WIKIMEDIA, GRAHAM BEARDSPolio is nearly eradicated. But vaccine campaigns will continue in case, for example, some remaining infections go undetected. With the current technology, the need to continue vaccinations poses a challenge to a poliovirus-free world because “the only way you can make [vaccines] at the moment is using a live virus,” virologist Andrew Macadam at the U.K.’s National Institute for Biological Standards and Control, told The Scientist. The oral polio vaccine (OPV) contains live, attenuated virus; the inactivated polio vaccine (IPV) is made by growing, then killing, virulent virus. Both of these vaccines could cause outbreaks, through reversion of OPV to a virulent form or through leakage of live virus from an IPV production plant, Macadam explained.
To circumvent these problems, Macadam and colleagues are working to develop new vaccines that contain no virus at all.

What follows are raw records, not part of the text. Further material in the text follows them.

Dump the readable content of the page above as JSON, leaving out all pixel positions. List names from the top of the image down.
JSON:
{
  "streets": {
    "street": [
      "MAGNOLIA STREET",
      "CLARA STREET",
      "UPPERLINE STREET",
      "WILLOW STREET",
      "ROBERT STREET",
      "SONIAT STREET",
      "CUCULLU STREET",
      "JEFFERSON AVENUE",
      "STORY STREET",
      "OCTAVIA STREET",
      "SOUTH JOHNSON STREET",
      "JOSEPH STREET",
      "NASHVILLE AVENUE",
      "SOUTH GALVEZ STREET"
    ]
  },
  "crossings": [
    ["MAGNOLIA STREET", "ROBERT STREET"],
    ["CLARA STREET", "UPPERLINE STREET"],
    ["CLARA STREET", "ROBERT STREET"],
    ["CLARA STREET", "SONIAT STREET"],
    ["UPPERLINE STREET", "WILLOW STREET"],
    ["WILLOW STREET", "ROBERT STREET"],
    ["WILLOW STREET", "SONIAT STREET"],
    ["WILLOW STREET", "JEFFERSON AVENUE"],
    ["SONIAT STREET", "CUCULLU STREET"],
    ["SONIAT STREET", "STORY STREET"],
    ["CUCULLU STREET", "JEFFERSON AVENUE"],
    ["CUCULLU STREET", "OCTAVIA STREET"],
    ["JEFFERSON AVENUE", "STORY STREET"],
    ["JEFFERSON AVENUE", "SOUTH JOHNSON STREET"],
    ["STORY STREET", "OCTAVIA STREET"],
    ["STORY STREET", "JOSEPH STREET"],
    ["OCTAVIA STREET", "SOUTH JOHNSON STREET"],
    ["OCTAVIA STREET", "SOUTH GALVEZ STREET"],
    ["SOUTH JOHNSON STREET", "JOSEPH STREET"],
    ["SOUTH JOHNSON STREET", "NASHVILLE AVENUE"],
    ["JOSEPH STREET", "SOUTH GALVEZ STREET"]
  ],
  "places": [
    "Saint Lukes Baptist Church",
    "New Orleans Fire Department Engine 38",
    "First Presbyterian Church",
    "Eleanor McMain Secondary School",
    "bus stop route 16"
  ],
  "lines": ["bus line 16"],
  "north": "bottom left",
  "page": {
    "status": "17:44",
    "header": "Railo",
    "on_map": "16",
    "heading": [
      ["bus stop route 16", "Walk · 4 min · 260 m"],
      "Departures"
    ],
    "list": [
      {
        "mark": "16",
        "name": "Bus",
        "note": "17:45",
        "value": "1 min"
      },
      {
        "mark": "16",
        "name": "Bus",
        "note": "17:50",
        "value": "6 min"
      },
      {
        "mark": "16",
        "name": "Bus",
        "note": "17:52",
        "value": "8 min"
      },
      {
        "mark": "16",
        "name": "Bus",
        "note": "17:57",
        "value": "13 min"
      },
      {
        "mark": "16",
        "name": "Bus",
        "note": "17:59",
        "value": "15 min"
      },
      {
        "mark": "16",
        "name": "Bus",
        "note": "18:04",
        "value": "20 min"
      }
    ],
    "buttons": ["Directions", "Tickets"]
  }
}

These consist of empty viral capsids, the viruses’ protein coats, called virus-like particles (VLPs). In a study published today (January 19) in PLOS Pathogens, the team reported having created capsid-based vaccines that are stable and, in rodent experiments, worked as well as IPVs in protecting against polio.
The study “opens up the possibility of not having to use virus to produce a virus-like particle which is noninfectious” said Olen Kew, the national poliovirus containment coordinator at the US Centers for Disease Control and Prevention, who was not involved in the research. “The facilities which handle by far the largest amounts of poliovirus are the vaccine producers,” ...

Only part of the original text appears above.